La norma, per come è scritta, getta i presupposti per erogare i servizi obbligatori per legge all’utenza e per rimetterci al lavoro, ma se a tale norma non faranno seguito tutti gli atti amministrativi necessari, produrrà solo un’ elenco di nomi fine a sé stesso, un’ elenco nel quale leggere il proprio nome. Allo stato, non è indicato con chiarezza il datore di lavoro, il tipo di contratto, la durata, le fondi di finanziamento e soprattutto la tempistica, se non solo quella che impone la stesura di un elenco entro trenta giorni dalla pubblicazione della legge stralcio nella Gazzetta Ufficiale.

In funzione di questa premessa, che fotografa la situazione all’indomani dell’approvazione dell’emendamento, i lavoratori che dall’8 febbraio sono in presidio permanente davanti il Palazzo dell’Assessorato, annunciano che il presidio continua ad oltranza e che da lunedì 9 maggio detto presidio oltre che diurno, sarà anche notturno e inoltre, che alcuni lavoratori inizieranno un nuovo sciopero della fame.

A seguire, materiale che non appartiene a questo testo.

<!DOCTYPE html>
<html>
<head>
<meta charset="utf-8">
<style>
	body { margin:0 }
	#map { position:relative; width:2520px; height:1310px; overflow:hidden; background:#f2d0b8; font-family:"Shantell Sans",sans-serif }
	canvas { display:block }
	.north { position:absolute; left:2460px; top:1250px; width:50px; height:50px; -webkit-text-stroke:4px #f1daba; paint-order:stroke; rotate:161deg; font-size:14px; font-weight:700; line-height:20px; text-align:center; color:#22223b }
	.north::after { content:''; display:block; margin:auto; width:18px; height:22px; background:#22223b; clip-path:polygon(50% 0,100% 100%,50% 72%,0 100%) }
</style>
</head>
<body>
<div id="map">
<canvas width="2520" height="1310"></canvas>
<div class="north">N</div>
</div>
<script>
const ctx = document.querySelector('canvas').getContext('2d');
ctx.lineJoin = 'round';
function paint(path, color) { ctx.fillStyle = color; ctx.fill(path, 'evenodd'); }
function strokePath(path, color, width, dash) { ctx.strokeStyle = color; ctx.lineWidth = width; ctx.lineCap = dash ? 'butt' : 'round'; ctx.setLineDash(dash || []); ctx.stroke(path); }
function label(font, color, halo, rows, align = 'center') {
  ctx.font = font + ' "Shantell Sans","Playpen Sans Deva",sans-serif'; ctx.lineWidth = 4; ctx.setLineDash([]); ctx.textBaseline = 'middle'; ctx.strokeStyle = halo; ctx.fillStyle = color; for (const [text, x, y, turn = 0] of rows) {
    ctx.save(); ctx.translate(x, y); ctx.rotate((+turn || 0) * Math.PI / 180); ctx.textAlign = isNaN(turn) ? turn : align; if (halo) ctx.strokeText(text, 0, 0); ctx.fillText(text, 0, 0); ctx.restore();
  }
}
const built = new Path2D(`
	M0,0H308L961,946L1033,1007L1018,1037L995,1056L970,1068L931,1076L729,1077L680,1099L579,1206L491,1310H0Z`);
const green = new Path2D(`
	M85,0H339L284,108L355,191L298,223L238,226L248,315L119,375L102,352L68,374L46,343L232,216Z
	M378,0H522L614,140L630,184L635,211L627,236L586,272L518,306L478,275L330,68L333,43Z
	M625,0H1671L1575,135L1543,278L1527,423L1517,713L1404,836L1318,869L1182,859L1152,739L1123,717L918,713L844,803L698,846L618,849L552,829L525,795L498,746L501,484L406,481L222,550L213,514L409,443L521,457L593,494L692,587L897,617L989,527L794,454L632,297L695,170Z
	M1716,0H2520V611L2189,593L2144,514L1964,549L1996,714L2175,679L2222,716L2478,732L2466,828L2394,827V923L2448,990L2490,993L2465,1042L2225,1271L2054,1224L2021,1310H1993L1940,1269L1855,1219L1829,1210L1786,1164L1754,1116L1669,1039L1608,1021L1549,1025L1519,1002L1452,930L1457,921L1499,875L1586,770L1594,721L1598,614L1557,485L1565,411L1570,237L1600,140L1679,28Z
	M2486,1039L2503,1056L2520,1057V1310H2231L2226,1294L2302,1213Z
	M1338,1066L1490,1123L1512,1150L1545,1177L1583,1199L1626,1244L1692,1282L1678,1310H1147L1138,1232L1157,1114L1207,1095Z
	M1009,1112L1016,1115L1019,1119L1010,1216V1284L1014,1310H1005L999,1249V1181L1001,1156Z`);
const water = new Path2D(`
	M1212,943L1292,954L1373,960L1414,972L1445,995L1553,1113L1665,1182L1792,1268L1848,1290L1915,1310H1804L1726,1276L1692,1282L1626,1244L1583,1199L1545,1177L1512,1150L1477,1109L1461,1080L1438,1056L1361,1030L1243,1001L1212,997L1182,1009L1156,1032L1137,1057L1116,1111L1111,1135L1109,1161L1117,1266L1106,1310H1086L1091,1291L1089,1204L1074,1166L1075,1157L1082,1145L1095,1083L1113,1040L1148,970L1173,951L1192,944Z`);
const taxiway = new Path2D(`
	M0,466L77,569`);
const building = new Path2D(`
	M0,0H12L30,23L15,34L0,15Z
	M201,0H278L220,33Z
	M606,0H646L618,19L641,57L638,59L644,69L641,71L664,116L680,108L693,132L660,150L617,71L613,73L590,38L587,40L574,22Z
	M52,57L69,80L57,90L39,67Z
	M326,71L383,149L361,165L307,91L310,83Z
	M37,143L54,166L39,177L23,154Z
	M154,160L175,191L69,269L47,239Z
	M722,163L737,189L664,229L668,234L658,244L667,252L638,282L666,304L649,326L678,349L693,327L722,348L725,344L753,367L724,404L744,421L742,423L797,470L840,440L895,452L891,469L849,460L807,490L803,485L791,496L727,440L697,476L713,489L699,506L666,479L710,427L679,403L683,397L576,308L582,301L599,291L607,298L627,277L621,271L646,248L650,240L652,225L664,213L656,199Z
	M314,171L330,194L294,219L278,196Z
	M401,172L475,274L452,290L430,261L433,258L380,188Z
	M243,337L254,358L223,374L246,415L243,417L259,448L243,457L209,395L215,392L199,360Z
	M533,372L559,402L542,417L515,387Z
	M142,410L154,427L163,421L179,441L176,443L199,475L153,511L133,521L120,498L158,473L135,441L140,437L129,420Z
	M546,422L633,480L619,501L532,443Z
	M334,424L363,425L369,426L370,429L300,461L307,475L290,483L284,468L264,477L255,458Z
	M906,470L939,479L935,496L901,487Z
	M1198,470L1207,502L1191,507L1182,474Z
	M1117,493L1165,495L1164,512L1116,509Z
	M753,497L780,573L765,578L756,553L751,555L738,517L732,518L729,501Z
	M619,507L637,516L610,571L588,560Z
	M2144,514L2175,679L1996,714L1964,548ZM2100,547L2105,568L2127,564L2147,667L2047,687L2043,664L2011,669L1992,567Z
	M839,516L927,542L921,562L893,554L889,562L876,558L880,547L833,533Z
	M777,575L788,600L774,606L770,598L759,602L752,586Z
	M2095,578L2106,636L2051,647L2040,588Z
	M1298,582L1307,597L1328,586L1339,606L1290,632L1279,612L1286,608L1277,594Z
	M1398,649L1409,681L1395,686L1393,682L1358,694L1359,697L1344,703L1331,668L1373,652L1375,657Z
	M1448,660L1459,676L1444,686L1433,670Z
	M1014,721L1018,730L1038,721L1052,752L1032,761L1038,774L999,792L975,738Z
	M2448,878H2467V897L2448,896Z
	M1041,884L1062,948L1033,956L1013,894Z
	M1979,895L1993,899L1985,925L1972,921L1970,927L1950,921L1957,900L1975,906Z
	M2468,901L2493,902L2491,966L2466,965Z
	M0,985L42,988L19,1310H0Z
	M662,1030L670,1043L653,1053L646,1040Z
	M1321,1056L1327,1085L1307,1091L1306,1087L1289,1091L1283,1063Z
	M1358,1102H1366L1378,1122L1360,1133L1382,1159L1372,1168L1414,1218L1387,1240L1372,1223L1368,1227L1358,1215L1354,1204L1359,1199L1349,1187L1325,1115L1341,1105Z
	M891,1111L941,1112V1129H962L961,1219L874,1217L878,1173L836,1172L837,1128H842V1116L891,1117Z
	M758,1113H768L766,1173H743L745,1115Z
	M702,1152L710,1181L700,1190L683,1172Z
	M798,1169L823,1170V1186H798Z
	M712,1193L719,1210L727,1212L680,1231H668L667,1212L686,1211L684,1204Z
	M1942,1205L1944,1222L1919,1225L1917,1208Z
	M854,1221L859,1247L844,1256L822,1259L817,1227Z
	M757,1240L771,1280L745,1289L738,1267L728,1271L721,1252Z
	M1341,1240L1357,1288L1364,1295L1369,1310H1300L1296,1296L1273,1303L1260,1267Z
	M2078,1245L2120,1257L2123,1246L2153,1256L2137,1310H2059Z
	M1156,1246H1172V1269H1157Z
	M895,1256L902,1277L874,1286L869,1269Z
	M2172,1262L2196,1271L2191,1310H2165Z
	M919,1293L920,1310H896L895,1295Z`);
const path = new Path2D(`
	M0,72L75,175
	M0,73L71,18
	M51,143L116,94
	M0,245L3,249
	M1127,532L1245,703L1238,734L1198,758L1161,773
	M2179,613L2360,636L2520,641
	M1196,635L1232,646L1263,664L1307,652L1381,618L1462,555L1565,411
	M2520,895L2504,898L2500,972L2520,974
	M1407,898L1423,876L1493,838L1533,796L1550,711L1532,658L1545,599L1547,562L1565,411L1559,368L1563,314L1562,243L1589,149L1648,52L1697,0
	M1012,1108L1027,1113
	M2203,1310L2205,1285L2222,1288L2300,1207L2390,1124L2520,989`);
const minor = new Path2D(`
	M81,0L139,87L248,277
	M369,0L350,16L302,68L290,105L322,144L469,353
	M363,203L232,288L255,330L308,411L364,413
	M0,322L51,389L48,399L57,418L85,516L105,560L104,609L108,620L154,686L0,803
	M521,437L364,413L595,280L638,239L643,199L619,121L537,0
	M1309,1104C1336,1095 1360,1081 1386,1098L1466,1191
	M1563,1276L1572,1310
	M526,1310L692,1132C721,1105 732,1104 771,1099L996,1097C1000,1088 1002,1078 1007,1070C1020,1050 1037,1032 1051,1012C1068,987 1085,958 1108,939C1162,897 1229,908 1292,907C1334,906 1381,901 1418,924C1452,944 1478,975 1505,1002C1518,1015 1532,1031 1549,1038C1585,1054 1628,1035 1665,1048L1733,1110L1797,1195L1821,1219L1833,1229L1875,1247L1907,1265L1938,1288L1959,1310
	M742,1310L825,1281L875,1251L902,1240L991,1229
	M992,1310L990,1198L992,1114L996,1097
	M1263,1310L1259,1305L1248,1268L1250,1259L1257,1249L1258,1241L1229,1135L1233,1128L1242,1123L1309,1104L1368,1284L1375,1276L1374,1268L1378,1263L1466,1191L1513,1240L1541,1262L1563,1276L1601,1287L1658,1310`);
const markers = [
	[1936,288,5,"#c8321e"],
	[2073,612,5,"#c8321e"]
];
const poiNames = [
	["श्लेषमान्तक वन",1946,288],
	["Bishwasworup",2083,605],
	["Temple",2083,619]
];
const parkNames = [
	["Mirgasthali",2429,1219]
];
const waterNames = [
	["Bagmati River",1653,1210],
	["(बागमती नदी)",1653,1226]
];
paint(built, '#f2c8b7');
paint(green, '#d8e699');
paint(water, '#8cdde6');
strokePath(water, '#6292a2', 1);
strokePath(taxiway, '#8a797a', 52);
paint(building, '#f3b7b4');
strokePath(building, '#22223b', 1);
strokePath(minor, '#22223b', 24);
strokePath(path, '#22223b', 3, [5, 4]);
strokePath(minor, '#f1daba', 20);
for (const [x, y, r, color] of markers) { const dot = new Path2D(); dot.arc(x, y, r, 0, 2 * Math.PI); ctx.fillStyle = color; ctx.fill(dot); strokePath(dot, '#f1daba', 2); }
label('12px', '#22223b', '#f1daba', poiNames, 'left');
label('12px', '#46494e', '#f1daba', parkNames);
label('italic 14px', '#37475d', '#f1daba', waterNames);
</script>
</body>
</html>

I tempi della politica non coincidono certamente con quelli dei lavoratori che hanno l’urgenza di rimettersi subito al lavoro, per questa ragione la battaglia continua fino alla firma di un contratto degno di tale nome, con l’ente regionale in house e che garantisca le retribuzioni spettanti con cadenza mensile, un fatto normale per chi presta la sua opera lavorativa, da sempre un’utopia per questa categoria.

La norma da sola non è commestibile!

Operatori ex Sportelli Multifunzionali esperti in Politiche Attive del Lavoro.”